We support efficient and flexible cash-transfer programs that alleviate structural poverty and provide protection against systemic or idiosyncratic shocks; early childhood development programs; long-term care systems that promote autonomy of older persons, and services for the inclusion and autonomy of Persons with Disabilities.
Conditional Cash Transfers are the most efficient instrument to support families affected by the structural poverty in the region. The expansion of these programs has resulted in a positive impact on poverty, consumption and use of health and education services.
Investing in the first 1000 days of life is critical for children's development and increases societies' productivity, reducing poverty and promoting equality.
Long-term care systems help older persons maintain their quality of life, promote gender equality by reducing the responsibility of care within the family, and create jobs in the care economy.

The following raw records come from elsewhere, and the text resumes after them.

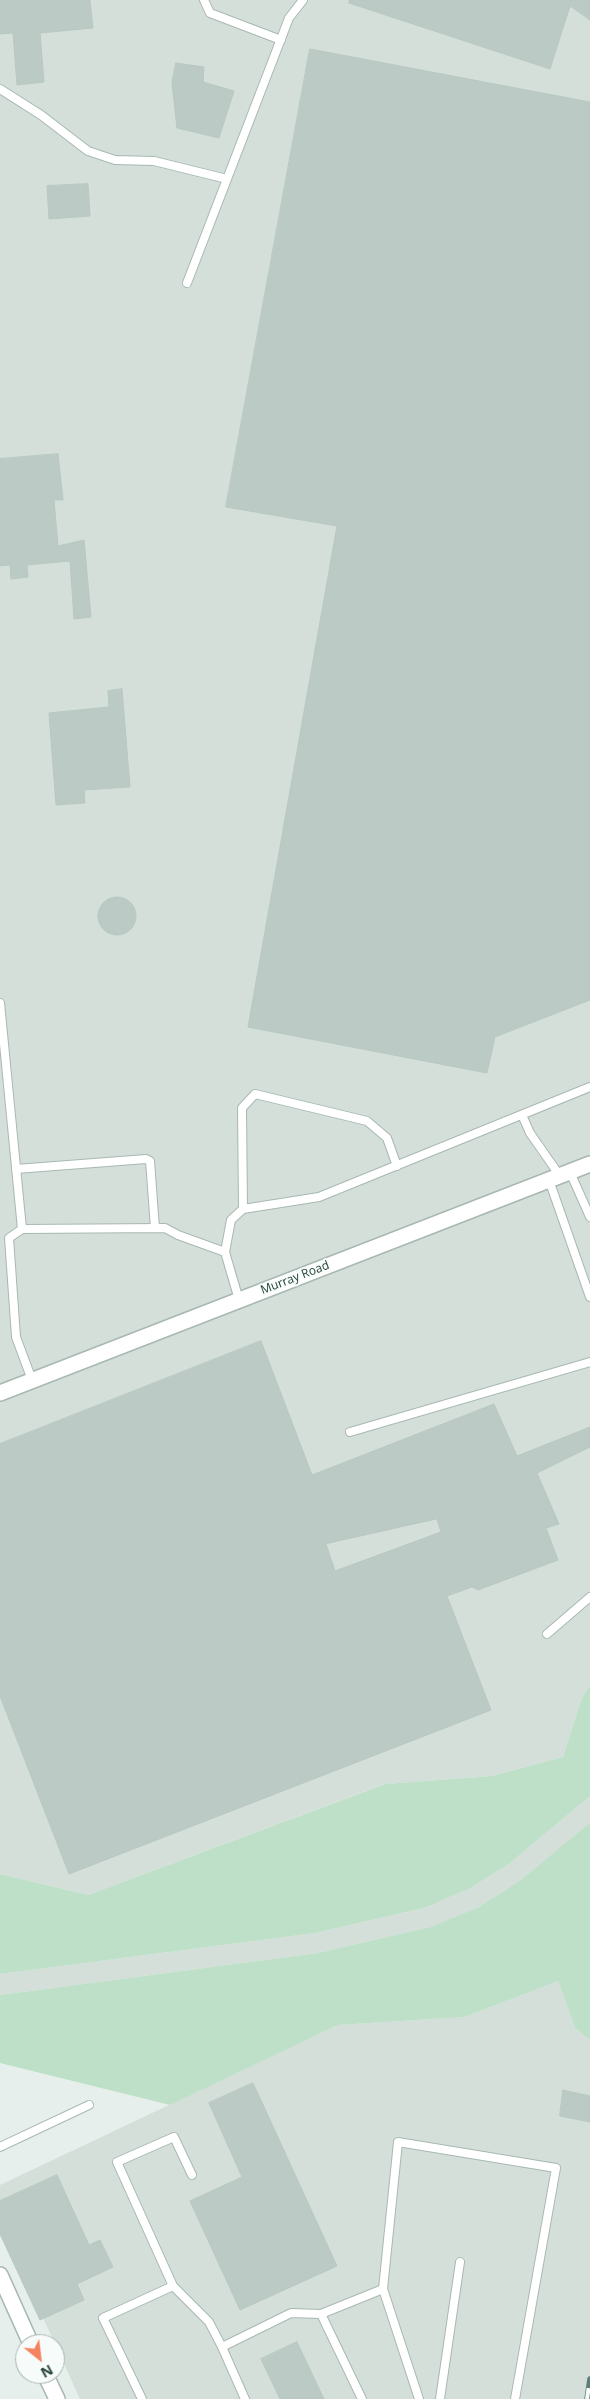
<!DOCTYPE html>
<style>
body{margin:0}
#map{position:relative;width:590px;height:2399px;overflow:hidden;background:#e6efeb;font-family:"Open Sans",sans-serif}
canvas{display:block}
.north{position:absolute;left:15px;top:2334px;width:50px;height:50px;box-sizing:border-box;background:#f7fbf9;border:1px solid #a3b1ad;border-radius:50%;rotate:151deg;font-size:14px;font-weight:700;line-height:20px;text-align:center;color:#24423a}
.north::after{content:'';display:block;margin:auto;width:18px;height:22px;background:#f4845f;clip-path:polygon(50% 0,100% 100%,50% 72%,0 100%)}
</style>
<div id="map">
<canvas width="590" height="2399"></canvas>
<div class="north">N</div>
</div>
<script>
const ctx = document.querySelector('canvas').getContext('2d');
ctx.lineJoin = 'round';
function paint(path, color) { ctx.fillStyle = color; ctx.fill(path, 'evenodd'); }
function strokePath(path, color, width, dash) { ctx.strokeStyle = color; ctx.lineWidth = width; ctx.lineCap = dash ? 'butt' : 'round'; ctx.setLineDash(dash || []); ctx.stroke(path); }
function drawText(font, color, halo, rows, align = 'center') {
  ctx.font = font + ' "Open Sans",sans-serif'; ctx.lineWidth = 4; ctx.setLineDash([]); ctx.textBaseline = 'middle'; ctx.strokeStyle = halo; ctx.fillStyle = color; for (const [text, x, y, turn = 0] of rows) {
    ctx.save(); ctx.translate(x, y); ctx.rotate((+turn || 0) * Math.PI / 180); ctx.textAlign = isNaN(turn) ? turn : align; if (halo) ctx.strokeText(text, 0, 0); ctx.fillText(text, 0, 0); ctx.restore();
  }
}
paint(new Path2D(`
 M0,0H590V1685L581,1700L563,1757L492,1776L384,1784L88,1895L0,1874Z
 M590,1796V1823L565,1846L522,1879L479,1907L430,1927L318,1953L0,1995V1974L315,1933L424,1908L469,1889L510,1863Z
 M558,1981L575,2028L590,2040V2399H80L0,2223V2185L338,2025L465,2017Z`), '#d4dfda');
paint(new Path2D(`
 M590,1685V1796L510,1863L469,1889L424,1908L315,1933L0,1974V1874L88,1895L385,1784L492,1776L563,1757L581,1700Z
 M590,1823V2040L575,2028L558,1981L465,2017L338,2025L170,2105L0,2063V1995L318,1953L430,1927L479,1907L522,1879Z`), '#bfe0c8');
const building = new Path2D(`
 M0,0H90L93,28L40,33L44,82L17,85L13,33L0,34Z
 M350,0H590V20L570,6L550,69L349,3Z
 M310,49L590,102V1000L495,1037L487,1073L248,1027L337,526L226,507Z
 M176,63L204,67L203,82L234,91L219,138L177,128L172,83Z
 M88,184L90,216L49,219L47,186Z
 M58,454L63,500H54L58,546L84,540L91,617L74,619L70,561L27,565L28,577L11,579L10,565L0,566V459Z
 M122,689L130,787L84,790L85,803L56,805L49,713L109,707L108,691Z
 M98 916a19 19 0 1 1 38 0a19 19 0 1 1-38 0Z
 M261,1341L312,1475L494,1404L517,1456L590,1427V1447L537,1473L559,1524L546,1528L558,1560L478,1590L472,1587L447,1596L491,1710L69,1874L0,1696V1444ZM437,1519L441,1532L335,1571L326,1544Z
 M253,2083L337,2266L240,2310L190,2201L242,2177L209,2103Z
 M563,2090L590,2096V2122L560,2116Z
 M57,2175L89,2245L100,2240L113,2267L77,2284L84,2300L40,2320L0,2234V2201Z
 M297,2342L324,2399H280L261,2359Z`);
paint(building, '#bbcac4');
strokePath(building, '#b8c9c2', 1);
const service = new Path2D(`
 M204,0L210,13L281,40
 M0,89L41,115L88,151L115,160L154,161L227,179
 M187,283L289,18L303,0
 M0,1003L22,1229
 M522,1115L530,1133L560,1176
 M16,1169L146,1159L150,1161L155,1228
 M570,1172L590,1217
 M549,1180L590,1297
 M243,1209L242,1108L255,1094L367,1121L387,1138L397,1166
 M225,1252L231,1220L243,1209L319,1197L590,1087
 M32,1380L16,1337L9,1238L22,1229L165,1228L178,1235L225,1252L239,1300
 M350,1432L590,1362
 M547,1634L590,1597
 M0,2147L89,2105
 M192,2175L174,2137L117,2162L173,2286L209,2322L222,2347L291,2313L321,2314L362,2399
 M383,2289L398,2142L556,2168L515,2399
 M321,2314L383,2289L419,2399
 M222,2347L245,2399
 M142,2399L103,2318L173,2286
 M440,2399L460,2262`);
const minor = new Path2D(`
 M0,1393L590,1164
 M0,2275L31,2344
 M45,2374L57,2399`);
strokePath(service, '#a8b8b2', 10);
strokePath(minor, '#a8b8b2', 18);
strokePath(service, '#fff', 8);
strokePath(minor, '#fff', 15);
const rail = new Path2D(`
 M587,2399L590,2379`);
strokePath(rail, '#5f7d75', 5.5);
strokePath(rail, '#f7fbf9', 4, [11]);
drawText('12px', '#24423a', '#f7fbf9', [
 ["Murray Road",295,1278,-21]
]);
</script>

The following policies are key to increasing the quality of life of persons with disabilities: (i) implementation of national certification systems that facilitate access to existing programs; (ii) implementation of cash-transfer programs that alleviate the poverty of PwD; and (iii) provision of personal assistance and assistive technology that enhance the autonomy and well-being of the PwD, while supporting family members (generally women) who provide assistance.
In the region, the prevalence of poverty is higher in rural areas —it affects 47.9% of its population, compared to 18.1% in cities—. Additionally, poverty affects the Indigenous Peoples population (39.7%), Afro-descendants (34.4%), and households with children (30.5%) in a disproportionate way.